WHAT YOU WILL DO: Read the records below and copy each line that contains "body".

Data items:
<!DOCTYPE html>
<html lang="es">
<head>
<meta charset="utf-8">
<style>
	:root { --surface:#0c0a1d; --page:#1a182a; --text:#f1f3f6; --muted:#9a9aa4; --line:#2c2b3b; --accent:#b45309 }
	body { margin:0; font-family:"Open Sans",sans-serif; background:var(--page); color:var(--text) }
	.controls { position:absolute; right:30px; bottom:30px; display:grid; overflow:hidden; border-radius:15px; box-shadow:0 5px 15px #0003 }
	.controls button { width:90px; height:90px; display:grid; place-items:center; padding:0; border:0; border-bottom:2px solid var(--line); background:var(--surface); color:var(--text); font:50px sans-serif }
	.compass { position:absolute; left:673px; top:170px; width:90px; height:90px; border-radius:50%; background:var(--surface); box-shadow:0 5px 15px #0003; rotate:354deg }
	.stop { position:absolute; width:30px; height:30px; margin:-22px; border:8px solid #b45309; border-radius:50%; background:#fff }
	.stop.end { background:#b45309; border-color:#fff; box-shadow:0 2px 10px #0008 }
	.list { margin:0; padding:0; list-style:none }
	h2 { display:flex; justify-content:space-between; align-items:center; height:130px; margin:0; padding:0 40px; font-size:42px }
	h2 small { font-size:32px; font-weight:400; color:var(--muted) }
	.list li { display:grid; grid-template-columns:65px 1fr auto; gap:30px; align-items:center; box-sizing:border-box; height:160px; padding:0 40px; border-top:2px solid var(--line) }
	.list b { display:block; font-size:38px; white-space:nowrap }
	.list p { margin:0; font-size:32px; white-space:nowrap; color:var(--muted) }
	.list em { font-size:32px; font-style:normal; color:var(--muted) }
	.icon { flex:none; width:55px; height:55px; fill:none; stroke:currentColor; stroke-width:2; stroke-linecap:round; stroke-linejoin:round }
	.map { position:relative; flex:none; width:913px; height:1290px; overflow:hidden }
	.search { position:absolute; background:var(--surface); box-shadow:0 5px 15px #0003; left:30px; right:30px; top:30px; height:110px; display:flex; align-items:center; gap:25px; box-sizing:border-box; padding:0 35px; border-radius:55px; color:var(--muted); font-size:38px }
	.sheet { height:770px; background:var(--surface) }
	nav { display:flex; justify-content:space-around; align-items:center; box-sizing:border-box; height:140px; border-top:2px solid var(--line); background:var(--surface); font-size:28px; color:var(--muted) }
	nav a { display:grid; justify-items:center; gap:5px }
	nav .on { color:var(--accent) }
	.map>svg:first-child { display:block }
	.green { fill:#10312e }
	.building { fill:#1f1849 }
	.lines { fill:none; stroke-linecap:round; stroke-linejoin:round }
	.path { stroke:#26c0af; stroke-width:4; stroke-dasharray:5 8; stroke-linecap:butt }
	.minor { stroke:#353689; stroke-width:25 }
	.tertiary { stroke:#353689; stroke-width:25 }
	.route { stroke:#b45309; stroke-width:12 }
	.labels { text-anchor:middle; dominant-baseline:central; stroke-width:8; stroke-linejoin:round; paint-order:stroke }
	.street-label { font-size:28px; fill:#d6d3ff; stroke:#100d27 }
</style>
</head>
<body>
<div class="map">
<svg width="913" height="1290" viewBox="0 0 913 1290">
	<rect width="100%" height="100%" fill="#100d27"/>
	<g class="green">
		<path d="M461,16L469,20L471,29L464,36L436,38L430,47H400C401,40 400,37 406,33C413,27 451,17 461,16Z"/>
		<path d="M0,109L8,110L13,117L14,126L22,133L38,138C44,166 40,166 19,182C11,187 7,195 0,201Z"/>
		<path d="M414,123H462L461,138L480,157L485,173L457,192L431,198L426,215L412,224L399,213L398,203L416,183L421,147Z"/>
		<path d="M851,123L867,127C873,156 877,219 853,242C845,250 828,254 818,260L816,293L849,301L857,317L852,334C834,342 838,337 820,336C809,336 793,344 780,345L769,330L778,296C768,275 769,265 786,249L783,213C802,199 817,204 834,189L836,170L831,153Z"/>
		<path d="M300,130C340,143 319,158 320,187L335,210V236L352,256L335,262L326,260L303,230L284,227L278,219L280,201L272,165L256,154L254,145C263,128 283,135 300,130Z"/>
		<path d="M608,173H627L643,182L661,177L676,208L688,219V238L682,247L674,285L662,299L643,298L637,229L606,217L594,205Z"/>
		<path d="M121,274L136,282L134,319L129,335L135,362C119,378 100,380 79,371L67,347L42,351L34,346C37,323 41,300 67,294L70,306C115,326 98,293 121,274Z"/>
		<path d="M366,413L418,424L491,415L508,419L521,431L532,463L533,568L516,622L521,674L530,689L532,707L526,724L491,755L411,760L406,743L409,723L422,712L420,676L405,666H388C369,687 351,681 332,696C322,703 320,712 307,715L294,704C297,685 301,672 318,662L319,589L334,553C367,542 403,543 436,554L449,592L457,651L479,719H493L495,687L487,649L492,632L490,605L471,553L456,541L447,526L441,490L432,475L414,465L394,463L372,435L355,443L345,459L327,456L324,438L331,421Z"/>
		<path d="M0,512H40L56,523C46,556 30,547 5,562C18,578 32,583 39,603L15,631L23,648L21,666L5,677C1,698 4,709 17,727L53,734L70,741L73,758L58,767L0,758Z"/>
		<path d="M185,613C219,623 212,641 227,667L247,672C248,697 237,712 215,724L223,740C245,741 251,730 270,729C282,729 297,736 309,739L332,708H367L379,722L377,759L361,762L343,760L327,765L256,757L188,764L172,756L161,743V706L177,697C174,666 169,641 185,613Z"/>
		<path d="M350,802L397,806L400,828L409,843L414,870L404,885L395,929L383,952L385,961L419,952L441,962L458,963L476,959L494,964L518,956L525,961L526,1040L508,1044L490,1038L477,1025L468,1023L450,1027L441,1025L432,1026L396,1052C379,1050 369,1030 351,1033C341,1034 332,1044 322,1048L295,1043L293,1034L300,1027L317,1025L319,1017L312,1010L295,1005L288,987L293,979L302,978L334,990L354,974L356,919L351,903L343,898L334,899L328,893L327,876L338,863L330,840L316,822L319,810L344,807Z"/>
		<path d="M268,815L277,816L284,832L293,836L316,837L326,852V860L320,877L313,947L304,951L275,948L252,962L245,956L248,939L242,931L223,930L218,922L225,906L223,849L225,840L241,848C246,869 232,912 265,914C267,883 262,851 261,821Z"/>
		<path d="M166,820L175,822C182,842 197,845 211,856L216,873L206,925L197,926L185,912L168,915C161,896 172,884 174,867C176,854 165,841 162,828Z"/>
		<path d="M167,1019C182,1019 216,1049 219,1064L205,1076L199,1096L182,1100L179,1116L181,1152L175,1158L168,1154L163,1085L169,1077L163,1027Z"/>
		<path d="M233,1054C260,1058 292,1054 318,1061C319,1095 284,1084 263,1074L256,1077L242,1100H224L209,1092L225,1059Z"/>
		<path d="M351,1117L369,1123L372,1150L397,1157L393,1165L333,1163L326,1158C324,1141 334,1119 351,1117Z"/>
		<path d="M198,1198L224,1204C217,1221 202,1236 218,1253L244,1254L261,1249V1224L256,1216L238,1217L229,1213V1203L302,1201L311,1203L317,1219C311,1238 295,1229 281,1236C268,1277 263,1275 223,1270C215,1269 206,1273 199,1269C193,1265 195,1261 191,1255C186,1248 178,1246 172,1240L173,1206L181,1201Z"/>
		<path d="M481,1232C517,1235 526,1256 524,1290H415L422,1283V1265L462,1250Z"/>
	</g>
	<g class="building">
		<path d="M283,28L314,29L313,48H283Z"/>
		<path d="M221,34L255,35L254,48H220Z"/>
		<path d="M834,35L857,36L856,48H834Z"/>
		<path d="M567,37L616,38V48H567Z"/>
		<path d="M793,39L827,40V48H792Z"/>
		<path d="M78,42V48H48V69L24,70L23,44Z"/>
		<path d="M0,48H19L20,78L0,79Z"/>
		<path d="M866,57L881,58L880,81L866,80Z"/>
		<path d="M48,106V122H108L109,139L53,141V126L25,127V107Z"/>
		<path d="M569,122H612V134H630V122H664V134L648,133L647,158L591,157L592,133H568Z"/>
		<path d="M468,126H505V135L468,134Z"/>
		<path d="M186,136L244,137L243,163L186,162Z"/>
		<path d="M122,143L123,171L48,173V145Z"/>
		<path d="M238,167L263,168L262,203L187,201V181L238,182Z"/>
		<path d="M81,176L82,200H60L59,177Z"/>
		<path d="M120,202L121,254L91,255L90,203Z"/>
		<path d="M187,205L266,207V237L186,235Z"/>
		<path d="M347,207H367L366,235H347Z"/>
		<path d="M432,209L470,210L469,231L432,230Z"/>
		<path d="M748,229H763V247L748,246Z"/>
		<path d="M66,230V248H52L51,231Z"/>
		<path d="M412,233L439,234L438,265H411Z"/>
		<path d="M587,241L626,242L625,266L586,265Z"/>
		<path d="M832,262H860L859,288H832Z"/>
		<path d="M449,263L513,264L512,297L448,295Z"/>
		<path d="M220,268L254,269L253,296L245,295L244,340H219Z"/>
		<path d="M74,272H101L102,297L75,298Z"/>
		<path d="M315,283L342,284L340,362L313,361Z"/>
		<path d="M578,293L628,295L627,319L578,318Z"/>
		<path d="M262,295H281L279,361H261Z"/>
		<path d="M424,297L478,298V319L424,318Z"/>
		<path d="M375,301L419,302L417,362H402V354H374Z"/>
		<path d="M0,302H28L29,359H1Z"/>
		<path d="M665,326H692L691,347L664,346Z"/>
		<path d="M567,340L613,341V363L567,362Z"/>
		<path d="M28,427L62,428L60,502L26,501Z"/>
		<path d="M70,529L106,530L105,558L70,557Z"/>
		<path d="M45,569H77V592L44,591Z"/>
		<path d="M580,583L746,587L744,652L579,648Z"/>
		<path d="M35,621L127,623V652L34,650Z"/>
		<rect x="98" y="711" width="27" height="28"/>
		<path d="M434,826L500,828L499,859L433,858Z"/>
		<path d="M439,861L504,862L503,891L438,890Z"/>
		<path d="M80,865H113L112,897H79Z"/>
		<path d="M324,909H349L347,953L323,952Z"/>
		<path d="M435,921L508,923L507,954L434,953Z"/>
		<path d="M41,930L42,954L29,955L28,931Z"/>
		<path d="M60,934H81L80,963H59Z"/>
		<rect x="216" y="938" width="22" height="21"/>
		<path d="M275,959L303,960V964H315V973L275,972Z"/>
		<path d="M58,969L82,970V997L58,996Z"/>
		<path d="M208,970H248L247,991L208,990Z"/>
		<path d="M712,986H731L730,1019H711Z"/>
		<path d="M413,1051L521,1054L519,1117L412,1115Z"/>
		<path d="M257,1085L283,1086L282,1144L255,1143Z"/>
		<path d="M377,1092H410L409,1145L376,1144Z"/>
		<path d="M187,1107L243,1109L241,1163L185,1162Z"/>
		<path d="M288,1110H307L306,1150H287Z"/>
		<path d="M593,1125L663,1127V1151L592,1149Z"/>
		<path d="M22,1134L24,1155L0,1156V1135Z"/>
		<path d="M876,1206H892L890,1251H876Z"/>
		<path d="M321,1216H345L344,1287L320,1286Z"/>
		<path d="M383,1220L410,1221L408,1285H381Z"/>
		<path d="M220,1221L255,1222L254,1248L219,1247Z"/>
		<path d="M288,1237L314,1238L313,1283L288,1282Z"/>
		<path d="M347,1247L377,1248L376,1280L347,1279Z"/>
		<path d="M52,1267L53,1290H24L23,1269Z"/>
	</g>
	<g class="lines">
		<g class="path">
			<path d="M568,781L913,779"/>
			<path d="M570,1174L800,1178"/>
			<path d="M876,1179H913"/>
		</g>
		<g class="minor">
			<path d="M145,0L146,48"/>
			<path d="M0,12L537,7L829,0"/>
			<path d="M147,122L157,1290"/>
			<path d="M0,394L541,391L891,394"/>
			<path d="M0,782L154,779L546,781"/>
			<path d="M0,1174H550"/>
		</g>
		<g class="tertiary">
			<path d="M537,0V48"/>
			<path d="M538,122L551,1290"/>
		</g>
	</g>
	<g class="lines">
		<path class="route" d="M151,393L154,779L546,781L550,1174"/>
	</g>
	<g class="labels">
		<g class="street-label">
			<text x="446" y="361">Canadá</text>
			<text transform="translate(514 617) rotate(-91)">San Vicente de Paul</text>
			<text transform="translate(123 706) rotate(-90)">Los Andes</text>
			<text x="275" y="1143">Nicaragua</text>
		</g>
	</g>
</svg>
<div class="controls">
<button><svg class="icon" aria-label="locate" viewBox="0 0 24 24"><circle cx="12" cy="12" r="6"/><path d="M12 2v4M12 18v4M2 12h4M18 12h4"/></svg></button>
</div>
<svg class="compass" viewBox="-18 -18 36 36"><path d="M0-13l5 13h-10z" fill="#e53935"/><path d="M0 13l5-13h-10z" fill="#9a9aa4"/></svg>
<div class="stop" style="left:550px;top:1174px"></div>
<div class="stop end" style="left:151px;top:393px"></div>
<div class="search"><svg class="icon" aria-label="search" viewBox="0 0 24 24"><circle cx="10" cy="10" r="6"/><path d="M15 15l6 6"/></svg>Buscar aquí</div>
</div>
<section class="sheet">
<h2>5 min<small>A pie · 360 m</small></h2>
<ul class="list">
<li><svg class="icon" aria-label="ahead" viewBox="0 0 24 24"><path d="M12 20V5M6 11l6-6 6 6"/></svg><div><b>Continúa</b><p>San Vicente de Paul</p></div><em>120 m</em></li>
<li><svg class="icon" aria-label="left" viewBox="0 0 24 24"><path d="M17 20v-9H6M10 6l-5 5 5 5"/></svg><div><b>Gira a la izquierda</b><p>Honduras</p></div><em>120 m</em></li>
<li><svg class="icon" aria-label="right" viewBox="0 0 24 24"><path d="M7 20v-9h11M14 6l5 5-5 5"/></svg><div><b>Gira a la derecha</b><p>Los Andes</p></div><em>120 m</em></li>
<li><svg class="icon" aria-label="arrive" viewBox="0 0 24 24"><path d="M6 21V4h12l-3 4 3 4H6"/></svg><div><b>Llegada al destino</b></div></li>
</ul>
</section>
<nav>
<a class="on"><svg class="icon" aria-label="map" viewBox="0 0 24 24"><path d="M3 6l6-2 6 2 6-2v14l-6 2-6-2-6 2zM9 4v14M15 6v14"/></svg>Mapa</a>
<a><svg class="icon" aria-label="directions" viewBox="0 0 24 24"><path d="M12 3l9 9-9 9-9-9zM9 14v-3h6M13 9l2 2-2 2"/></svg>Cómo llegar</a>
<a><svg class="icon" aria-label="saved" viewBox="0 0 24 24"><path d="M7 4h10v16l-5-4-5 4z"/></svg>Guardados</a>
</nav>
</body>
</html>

TASK RESPONSE:
	body { margin:0; font-family:"Open Sans",sans-serif; background:var(--page); color:var(--text) }
<body>
</body>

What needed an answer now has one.